Radical Nationalist Jobbik Leader Vona: Year 2016 Unsuccessful For Hungary

  • 22 Dec 2016 8:00 AM
Radical Nationalist Jobbik Leader Vona: Year 2016 Unsuccessful For Hungary
The year 2016 has been a bad one for Hungary, radical nationalist Jobbik leader Gábor Vona said. The government has failed to solve any of the country’s serious problems, including improving health care and education, obliterating corruption or reversing the emigration of Hungarians, Vona told a press conference assessing 2016.

He said the national consultation started by his party had been successful, adding that some 200,000 households had taken part in it. Addressing the state of Hungary’s health care and education, which had been key topics in Jobbik’s national consultation, Vona said the biggest issues in those two sectors were not structural ones but rather that they were both underfinanced.
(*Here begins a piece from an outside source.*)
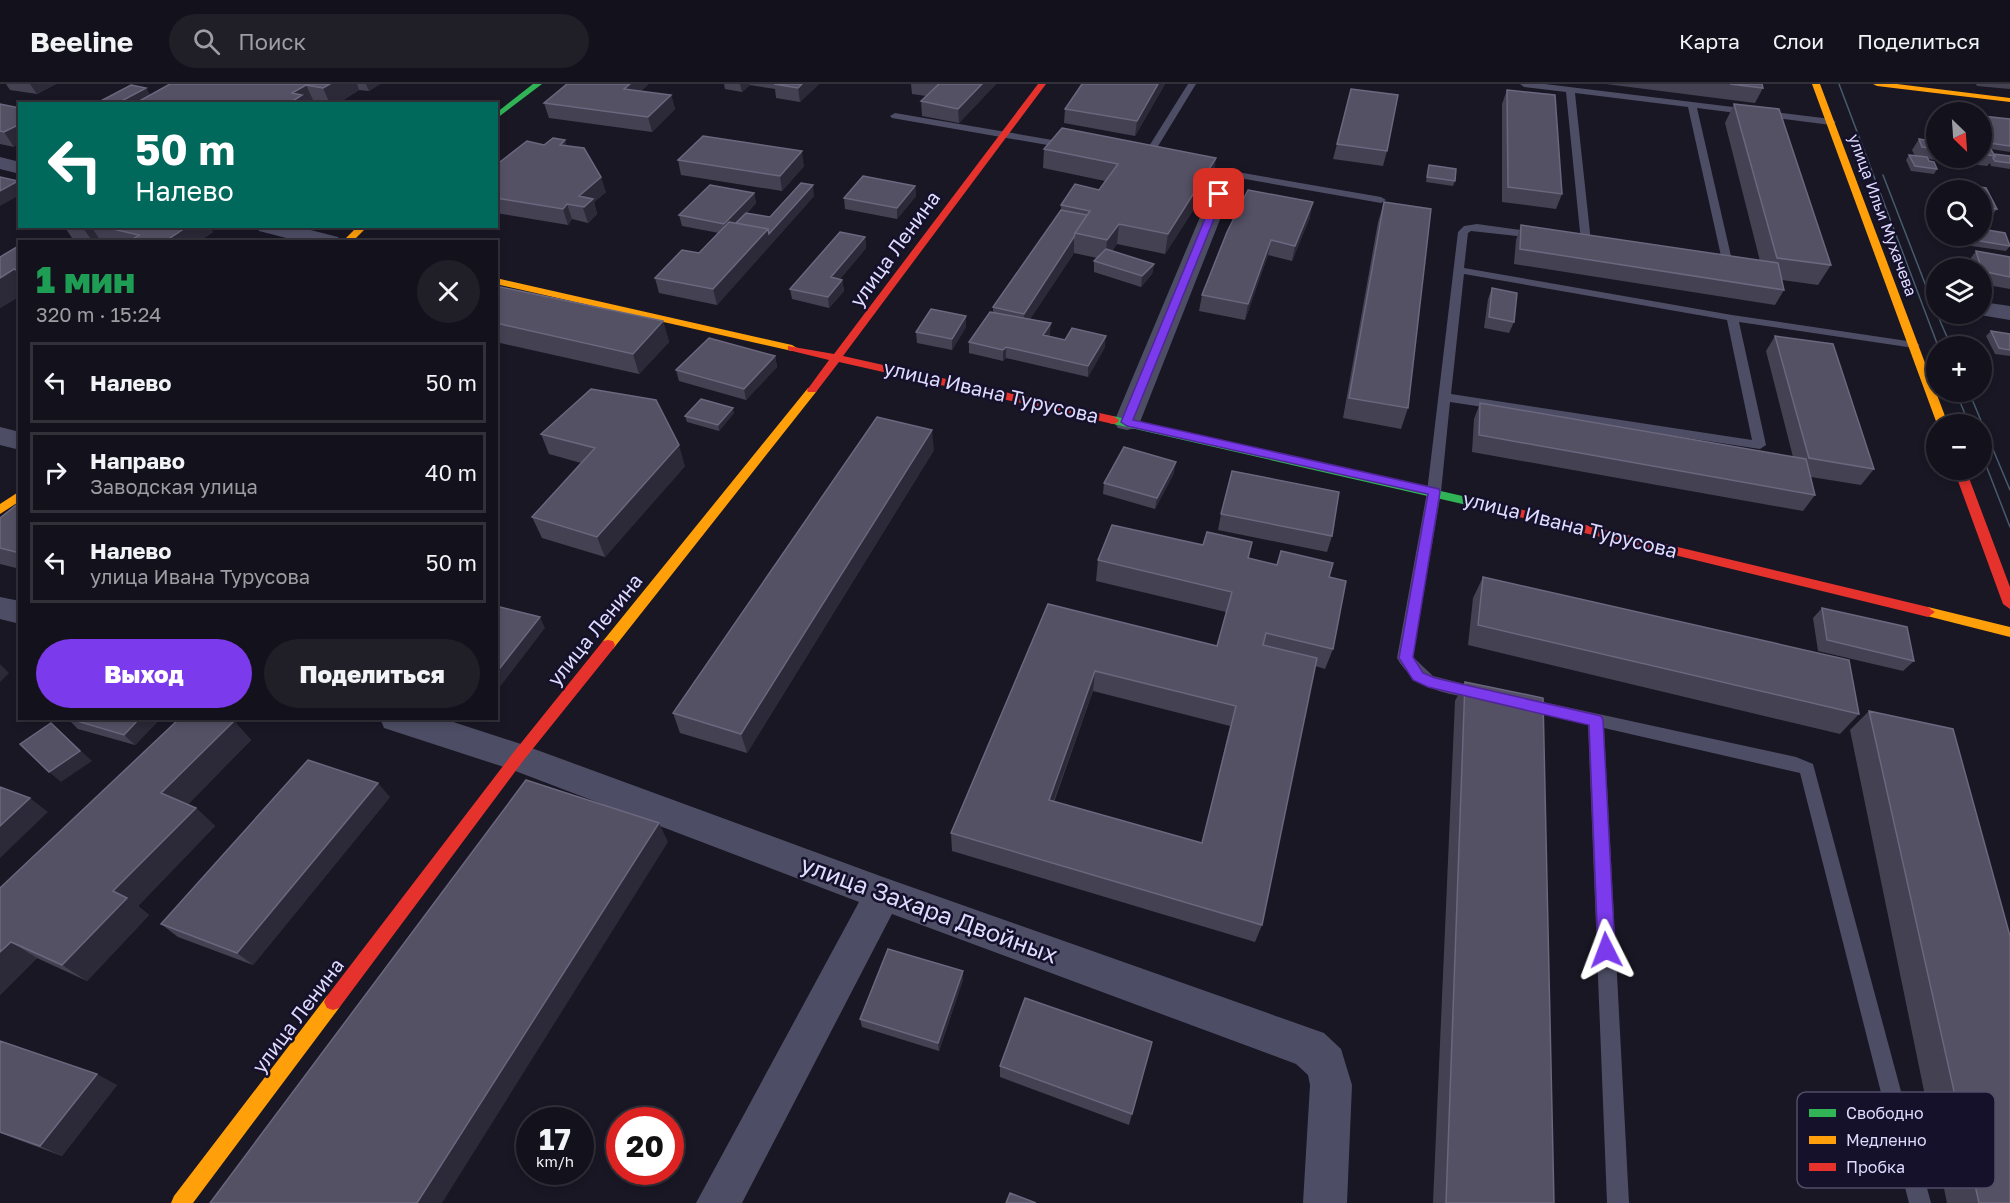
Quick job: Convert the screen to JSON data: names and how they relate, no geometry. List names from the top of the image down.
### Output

He said this was related to corruption, arguing that corruption drained vital resources from the state budget. Vona also assessed the migration situation, which he said had reached a turning point in 2016. While the government had “swept every issue under migration” throughout the year, by the autumn it had become clear that it was impossible to govern on this issue alone, Vona said.
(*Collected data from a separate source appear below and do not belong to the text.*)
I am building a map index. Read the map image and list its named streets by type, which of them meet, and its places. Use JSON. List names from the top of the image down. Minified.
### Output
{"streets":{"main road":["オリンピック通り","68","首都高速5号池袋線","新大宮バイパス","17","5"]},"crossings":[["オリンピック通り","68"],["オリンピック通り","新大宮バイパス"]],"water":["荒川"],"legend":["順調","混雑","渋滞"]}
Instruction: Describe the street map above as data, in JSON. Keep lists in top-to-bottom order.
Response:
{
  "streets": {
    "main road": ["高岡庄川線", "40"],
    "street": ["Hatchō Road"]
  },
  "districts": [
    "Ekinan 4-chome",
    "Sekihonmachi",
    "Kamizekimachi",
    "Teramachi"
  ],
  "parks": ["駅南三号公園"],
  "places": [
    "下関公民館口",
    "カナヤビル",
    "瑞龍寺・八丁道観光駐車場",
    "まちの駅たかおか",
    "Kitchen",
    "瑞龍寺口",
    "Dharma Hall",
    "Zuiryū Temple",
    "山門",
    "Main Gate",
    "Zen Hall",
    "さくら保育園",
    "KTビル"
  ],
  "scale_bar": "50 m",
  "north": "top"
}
He said Hungary was in need of “full and real protection” which also “rids the country of residency bonds”. The party’s board will discuss the issue of presidential nomination in January, he said, adding that Jobbik was sticking to its position that voters should be able to elect the president directly.

Vona called President János Áder an “appointee of the prime minister”, adding that the nomination of Human Resources Minister Zoltán Balog as Áder’s successor would be “another downhill step”.
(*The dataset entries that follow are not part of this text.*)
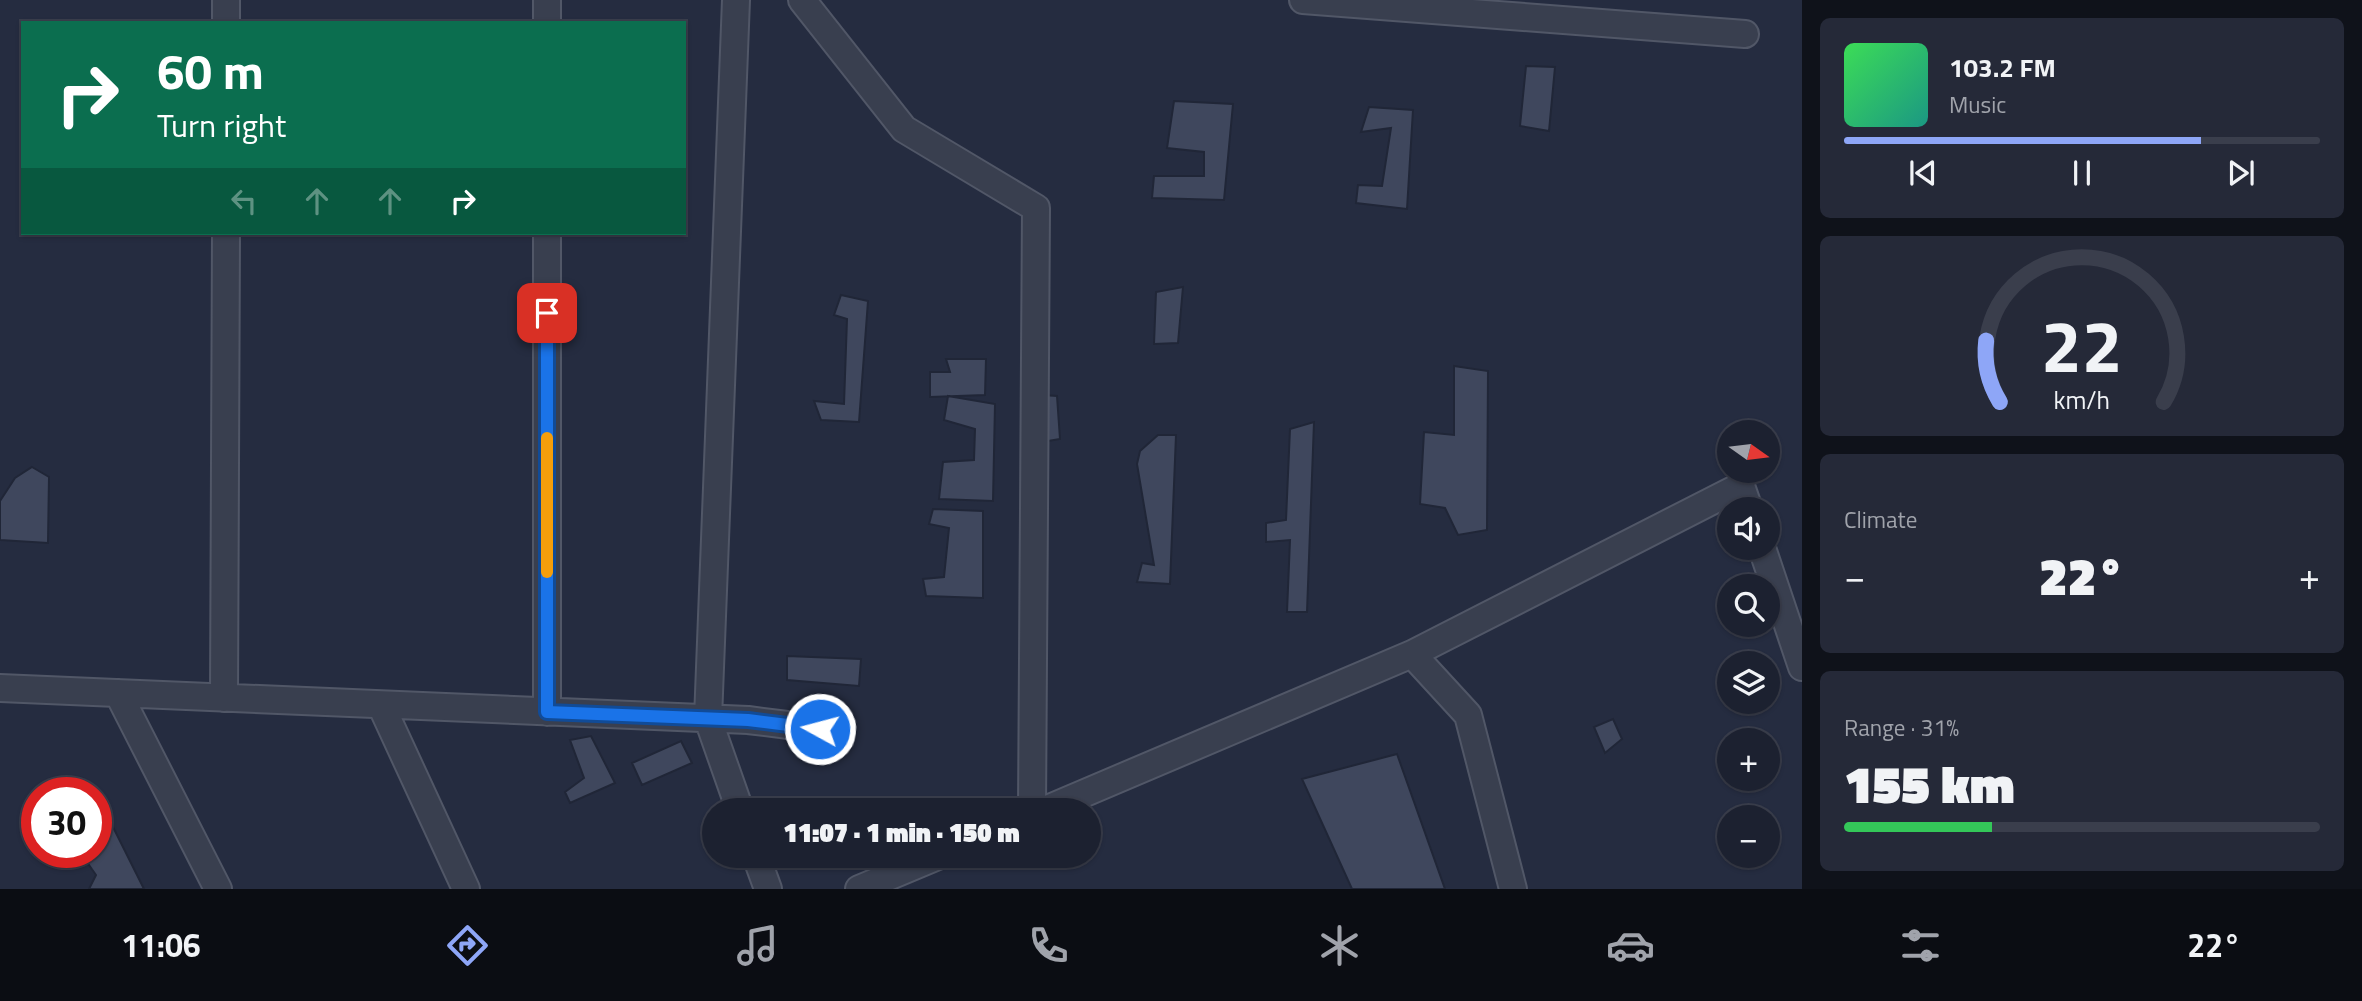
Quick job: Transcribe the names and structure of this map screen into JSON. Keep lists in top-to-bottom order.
{
  "north": "right",
  "page": {
    "turn": ["60 m", "Turn right"],
    "song": ["103.2 FM", "Music"],
    "map_buttons": ["+", "−"],
    "tile": [
      "Climate",
      ["Range · 31%", "155 km"]
    ],
    "heat": ["−", "22°", "+"],
    "limit": "30",
    "trip": "11:07 · 1 min · 150 m",
    "tabs": ["11:06", "22°"],
    "gauge": ["22", "km/h"]
  }
}
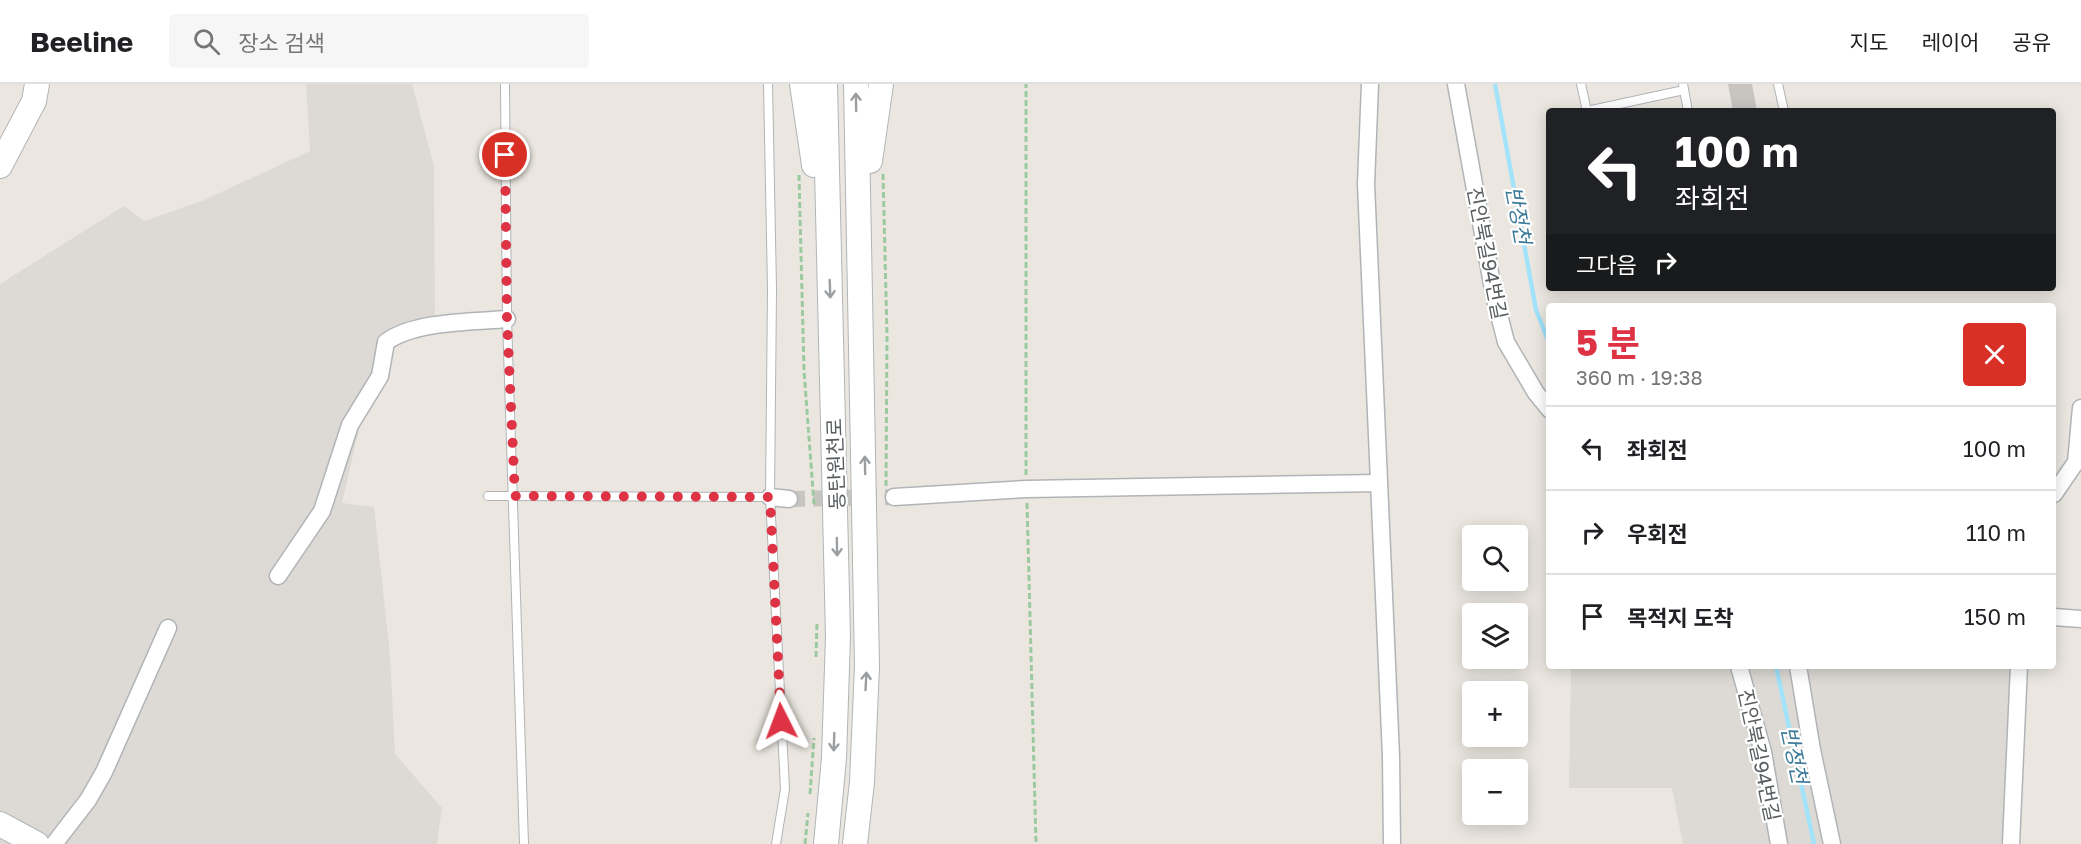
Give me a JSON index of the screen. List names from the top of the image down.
{
  "streets": {
    "main road": ["동탄원천로"],
    "street": ["진안북길94번길"]
  },
  "water": ["반정천"],
  "page": {
    "header": "Beeline",
    "search": "장소 검색",
    "nav": ["지도", "레이어", "공유"],
    "turn": ["100 m", "좌회전"],
    "then": "그다음",
    "heading": ["5 분", "360 m · 19:38"],
    "list": [
      {
        "name": "좌회전",
        "value": "100 m"
      },
      {
        "name": "우회전",
        "value": "110 m"
      },
      {
        "name": "목적지 도착",
        "value": "150 m"
      }
    ],
    "map_buttons": ["+", "−"]
  }
}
He welcomed the move to raise minimum wages, but warned against being “overly excited” by the increase, arguing that the issue of low minimum wages had needed to be addressed anyway.

Vona criticised the government’s payroll tax cuts, arguing that it would only benefit corporations and that the government should have reduced payroll taxes for small and medium-sized companies.

He said his party would launch a European citizens’ initiative for a “European wage union” so that the principle of “equal pay for equal work” is cemented among the bloc’s fundamental principles.

Asked about several LMP politicians’ refusing to work together with Jobbik, Vona said the two parties had never discussed the possibility of forming a coalition, adding, however that Jobbik and LMP have a constructive and good relationship allowing them to engage in intelligent debates.

He said Jobbik and LMP have a common desire “to be free of the 20th century”. Asked to comment on opinion polls still showing a commanding lead for the ruling Fidesz party, Vona said the polls did not reflect the way the Hungarian people think about politics.

Fidesz responded to Vona’s press conference saying that the Jobbik leader had “joined the platform” of leftist Democratic Coalition leader Ferenc Gyurcsány when he rejected the government-initiated constitutional amendment proposal on banning the resettlement of foreign nationals in Hungary.

“Vona should conduct a self-assessment and look his voters in the eye now that it has become clear that he is capable of anything for power and continuously turns his back not just on Jobbik’s earlier positions but on national issues, too,” Fidesz said in a statement.